Wednesday, January 5, 2011

Find Top N : Solution 1

The problem is described here. Server-side Javascript in XPages in IBM Lotus Domino offers a function @Unique.

Let S strings be stored in an Array names. Passing this to @Unique returns uniqueNames. Let topNames stores the top N strings with highest occurrence count found so far in descending order of occurrence and topCount keeps track of respective occurrence count. Following is the rest of the algorithm.

For each string u in uniqueNames
Begin
   Initialize uniqueCount to 0
   For each string n in names
      if n matches u, increase uniqueCount
   For each count c in topCount
      if uniqueCount is greater than c
      Begin
         move all the elements in topNames and topCount back by one
         insert uniqueCount in topCount and u in topNames
      End
End

Since I don't have complexity numbers for @Unique, I take the worst case and assume it to be of $ O(S^2) $. After that the above algorithm is executed which, if all the strings are unique, take $O(S \times (S+N))$ time. So the time complexity of this algorithm is $ O(S \times (S+N)) $. In most of the practical scenarios, $S >> N$, so the time complexity can be assumed to be $O(S^2)$. Space complexity is $O(S + N)$.

Tuesday, January 4, 2011

Find Top N

I am putting a problem here that I am currently working on:

You are given a list of S strings. Find the top N strings with the highest occurrence count from this list.

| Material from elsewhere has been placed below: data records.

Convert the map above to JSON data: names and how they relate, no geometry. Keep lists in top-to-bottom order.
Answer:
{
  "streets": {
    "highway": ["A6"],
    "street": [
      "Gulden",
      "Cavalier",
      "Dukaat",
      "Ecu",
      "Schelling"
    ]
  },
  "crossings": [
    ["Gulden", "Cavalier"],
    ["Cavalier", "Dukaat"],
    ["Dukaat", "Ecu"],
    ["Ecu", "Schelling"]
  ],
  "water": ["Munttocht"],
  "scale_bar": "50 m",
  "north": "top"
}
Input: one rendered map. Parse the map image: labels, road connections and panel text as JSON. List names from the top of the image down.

e.g. Let the list of strings be [ "xyz", "pqr", "abc", "xyz", "abc", "xyz", "lmn" ]
The top 2 strings are ["xyz" # 3, "abc" # 2] where number after the hash gives the count of occurrence.

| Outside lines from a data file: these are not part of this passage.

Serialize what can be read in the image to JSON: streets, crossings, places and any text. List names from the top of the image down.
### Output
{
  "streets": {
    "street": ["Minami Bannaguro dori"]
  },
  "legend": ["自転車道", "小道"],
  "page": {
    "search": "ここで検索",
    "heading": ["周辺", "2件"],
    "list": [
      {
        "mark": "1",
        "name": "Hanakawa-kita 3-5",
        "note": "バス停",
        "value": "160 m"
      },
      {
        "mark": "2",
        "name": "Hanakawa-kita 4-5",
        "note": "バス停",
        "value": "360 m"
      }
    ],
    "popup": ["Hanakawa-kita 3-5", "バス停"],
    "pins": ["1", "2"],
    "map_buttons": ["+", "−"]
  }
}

I am working on the problem in server-side JavaScript that is used in XPages technology in IBM Lotus Domino. I already have found two solutions which I will discuss in next posts.

Updated: Solution 1, Solution 2 and Solution 3 (the optimal) are available.

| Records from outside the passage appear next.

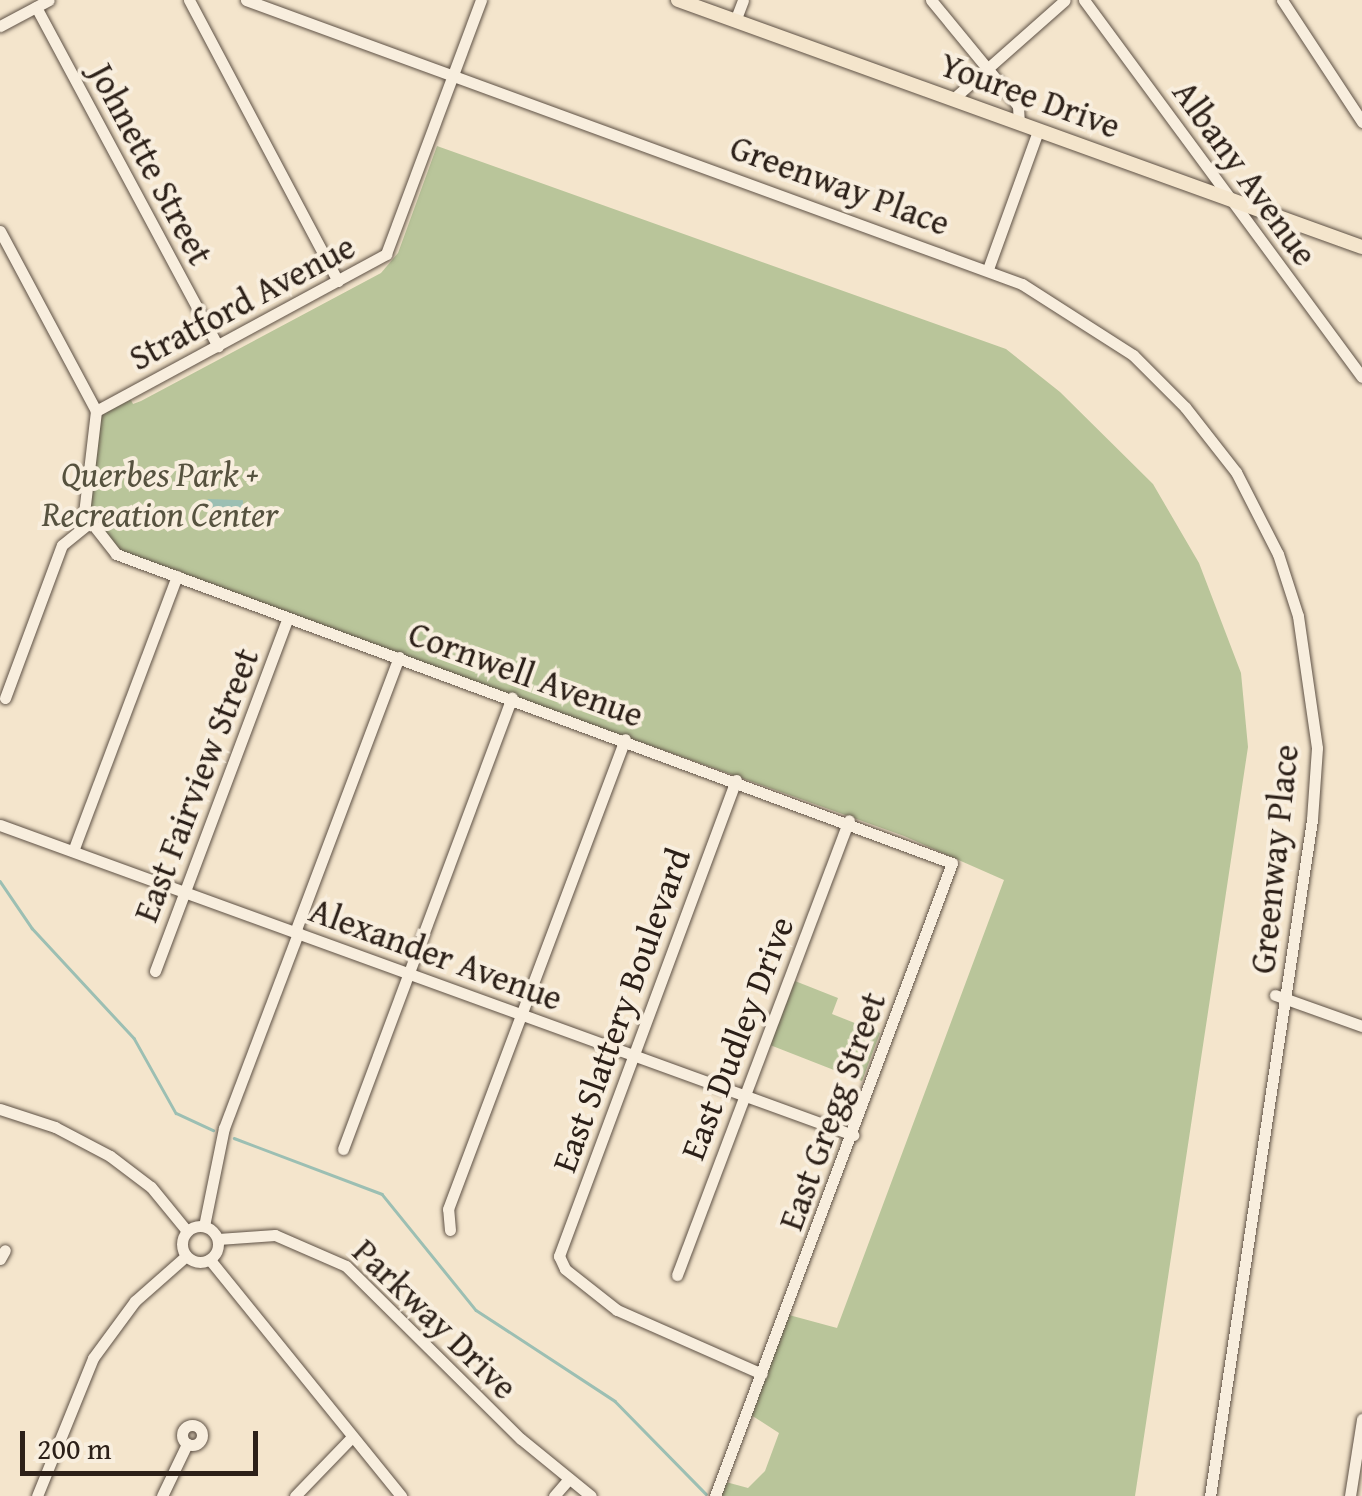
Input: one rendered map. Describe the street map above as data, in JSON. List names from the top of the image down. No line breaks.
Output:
{"streets":{"main road":["Youree Drive"],"street":["Johnette Street","Albany Avenue","Greenway Place","Stratford Avenue","Cornwell Avenue","East Fairview Street","Alexander Avenue","East Slattery Boulevard","East Dudley Drive","East Gregg Street","Parkway Drive"]},"crossings":[["Youree Drive","Albany Avenue"],["Johnette Street","Stratford Avenue"],["Greenway Place","Stratford Avenue"],["Cornwell Avenue","East Fairview Street"],["Cornwell Avenue","East Slattery Boulevard"],["Cornwell Avenue","East Dudley Drive"],["Cornwell Avenue","East Gregg Street"],["East Fairview Street","Alexander Avenue"],["Alexander Avenue","East Slattery Boulevard"],["Alexander Avenue","East Dudley Drive"],["Alexander Avenue","East Gregg Street"],["East Slattery Boulevard","East Gregg Street"]],"parks":["Querbes Park + Recreation Center"],"scale_bar":"200 m"}
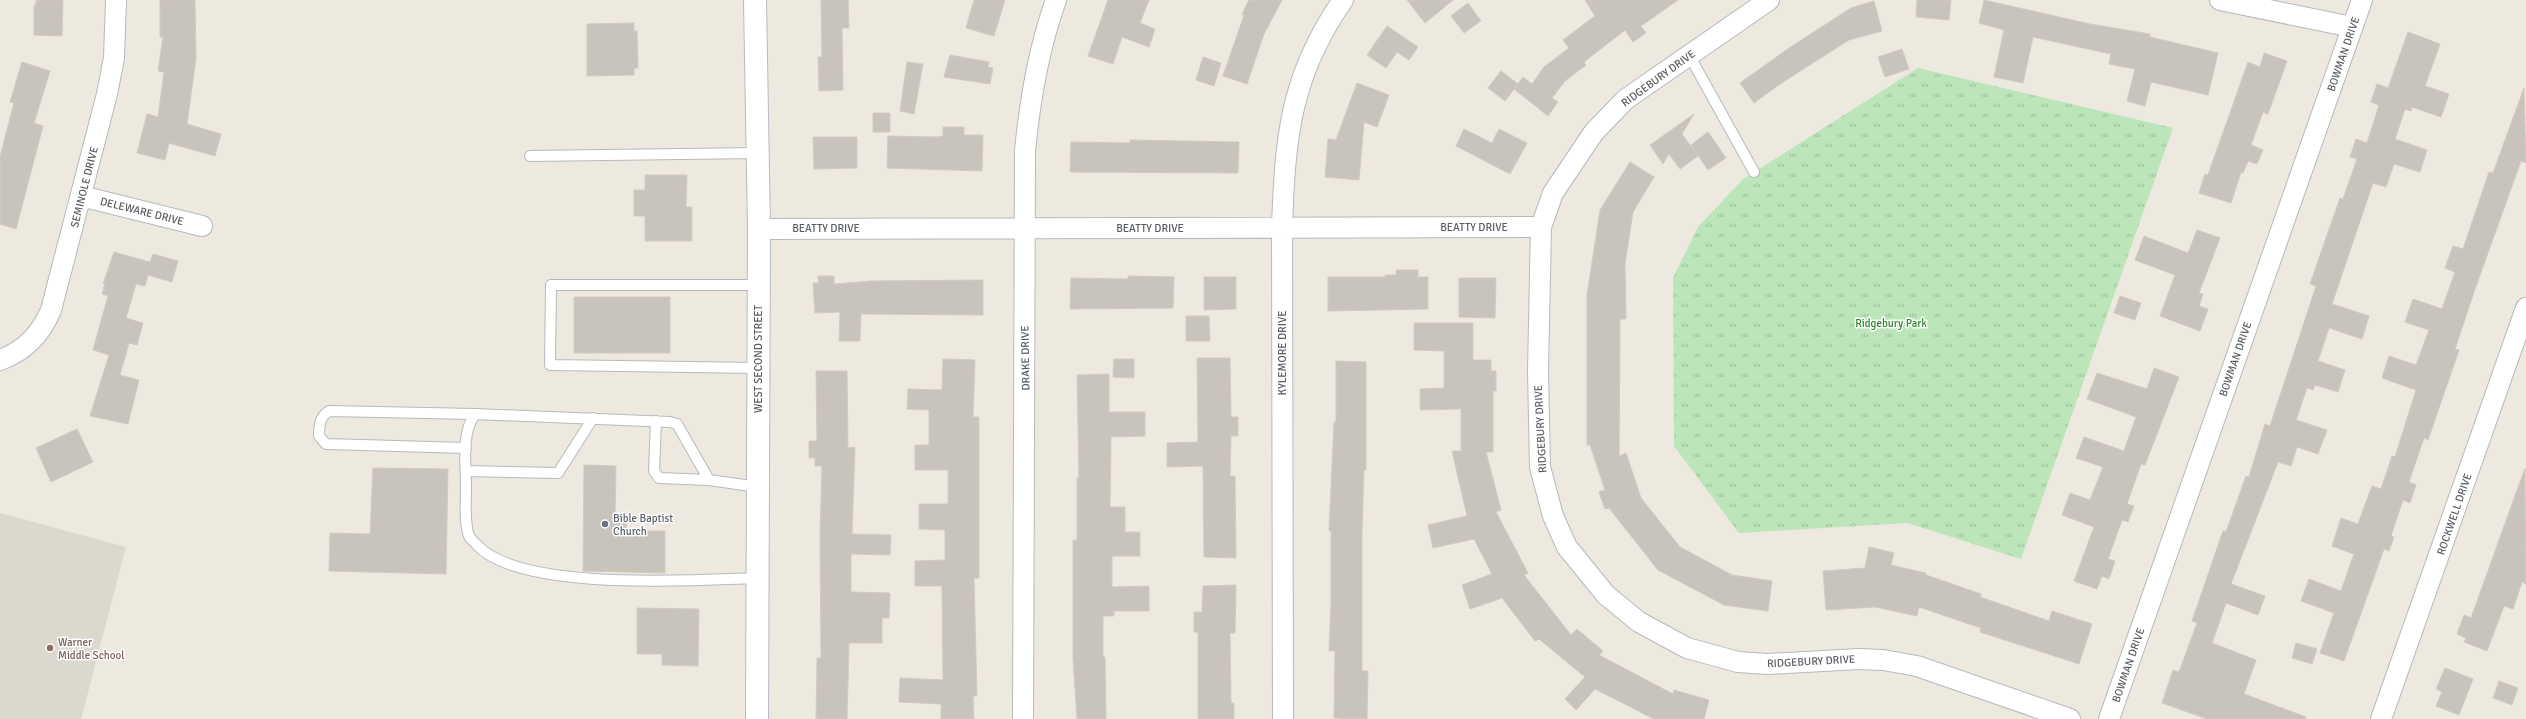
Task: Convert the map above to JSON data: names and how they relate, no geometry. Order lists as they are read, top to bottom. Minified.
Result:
{"streets":{"main road":["WEST SECOND STREET"],"street":["BOWMAN DRIVE","RIDGEBURY DRIVE","SEMINOLE DRIVE","DELEWARE DRIVE","BEATTY DRIVE","KYLEMORE DRIVE","DRAKE DRIVE","ROCKWELL DRIVE"]},"crossings":[["RIDGEBURY DRIVE","BEATTY DRIVE"],["SEMINOLE DRIVE","DELEWARE DRIVE"],["BEATTY DRIVE","KYLEMORE DRIVE"],["BEATTY DRIVE","DRAKE DRIVE"],["BEATTY DRIVE","WEST SECOND STREET"]],"parks":["Ridgebury Park"],"places":["Bible Baptist Church","Warner Middle School"]}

Code Complete by Steve McConnell : Chapter 3

The author focuses on WIMP-Why isn't Marry Programming? or WISCA-Why Isn't Sam Coding Anything? syndrome where programmers do not understand the importance of preparation and prerequisites. There are two main reasons for this:

  • The programmers themselves can't resist the urge to begin coding
  • The managers are unsympathetic towards programmers who spend time on construction prerequisites.
The author enlists following prerequisites to be met before construction can be started:
  • Problem Definition Prerequisite: There should be a clear statement of the problem the system is supposed to solve. The problem definition should be in user language and is without any reference to possible solutions.
  • Requirements Prerequisite: Explicit requirements help achieve two things
    • End user can review and agree to requirements and the programmer has a clear view of what user wants.
    • They help avoid arguments.
    Requirements are never stable and a typical project does experience 25% change in requirements during development. The author also provides a check-list to ensure that the requirements are content-rich, high-quality and complete.
  • Architecture Prerequisite: The quality of the architecture determines the conceptual integrity of the system which in turn determines the ultimate quality of the system. An architecture should
    • describe the system in broad terms.
    • consider alternatives and provide reasons why one particular organization was chosen.
    • define major modules with well-defined interface.
    • show possible enhancements and that the effect of them is limited to small number of modules.
    • provide reasons for not using off-the-shelf components.
    • describe the major files, tables and data-structures to be used.
    • describe or reference algorithms used and provide reasons why alternatives were not used.
    • specify user interface.
    • specify memory management.
    • specify a strategy to consistently handle errors.
    • clearly specify the degree of robustness and fault-tolerance of the software and what will be the response of the software in case of critical errors.
    • provide a strategy how the software will handle internationalization.
    • provide estimates of speed and memory use of the software.
    The author also provides a list of issues a good architecture would address.
  • Programming Language Prerequisite: Before construction begins, programming conventions should be spelled out.